We were right behind Yukoners For Democracy. They were that stand-out group with the samba music, bicycles and whistles, drums, tambourines and horns, signs and colourful regalia who were carrying the banner “I love a Canada that…” and singing “This Land is Our Land, This Land is Your Land.”

And we were right in front of the wonderful Yukon Roller Girls, many of whom enthusiastically signed our petition.

Briefly, this first-past-the-post (FPTP) electoral system that Canada, the U.S. and Great Britain hang on to so strongly does not allow for most votes to “count” in proportion to the popular vote.

How is it that a political party can win a majority with less than 50 per cent of the popular vote? With our FPTP system.

And it has been happening for hundreds of years, first in what became Great Britain and then it was passed on to her colonies. This system was formed by the “lords of the land” way back in the peasant days of Merry Old England.

The above named three countries are the only democratized ones in the world that use the FPTP elector system. All other democracies use some form of proportional representation in their electoral systems.

Corruption within some of those countries is another issue.

I love a Canada that believes in true democracy where 50 per cent +1 of the popular vote is a majority win and the number of seats won by political parties are in the same proportion as the popular vote.

I also love a Canada that ensures the health and well-being of all its citizens, here and abroad, and to those who come to our shores seeking asylum and refuge.

I love a Canada that recognizes that addictions are a health issue, that withdraws its troops from the unwinnable War on Drugs and puts the funding they save on fighting that destructive war into a harm-reduction model based on evidence-based research.

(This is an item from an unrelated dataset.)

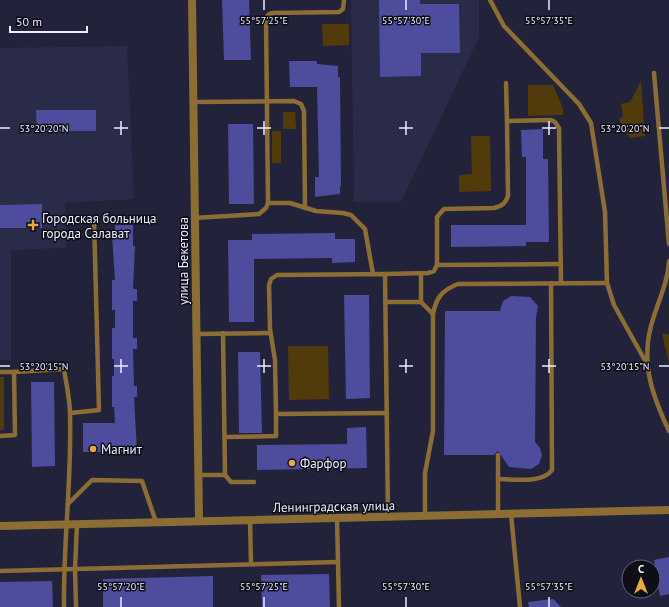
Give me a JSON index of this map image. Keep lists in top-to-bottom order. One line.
{"streets":{"street":["улица Бекетова","Ленинградская улица"]},"crossings":[["улица Бекетова","Ленинградская улица"]],"places":{"health":["Городская больница города Салават"],"other":["Магнит","Фарфор"]},"scale_bar":"50 m","north":"top","coordinates":["55°57'25\"E","55°57'30\"E","55°57'35\"E","53°20'20\"N","53°20'15\"N","55°57'20\"E"]}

I love a Canada that provides adequate health care, treatment and compassion to those struggling with addictions. The very conservative country of Portugal chose that route a few years ago, and guess what? Crime rates have dropped as has the number of people with addictions.

I love a Canada that recognizes our sovereignty, and doesn’t pass the “rough rider legislation” embedded deep in the contentious Bill C-38. This piece of legislation will allow US enforcement agencies onto Canadian soil to arrest citizens and take them to the US to be prosecuted.

I love a Canada that ensures toxic substances like asbestos are not sold to Third World and developing nations because it is as toxic to people there as it is to Canadians.

There are many more things that I could mention but I wonder, what do you love about Canada?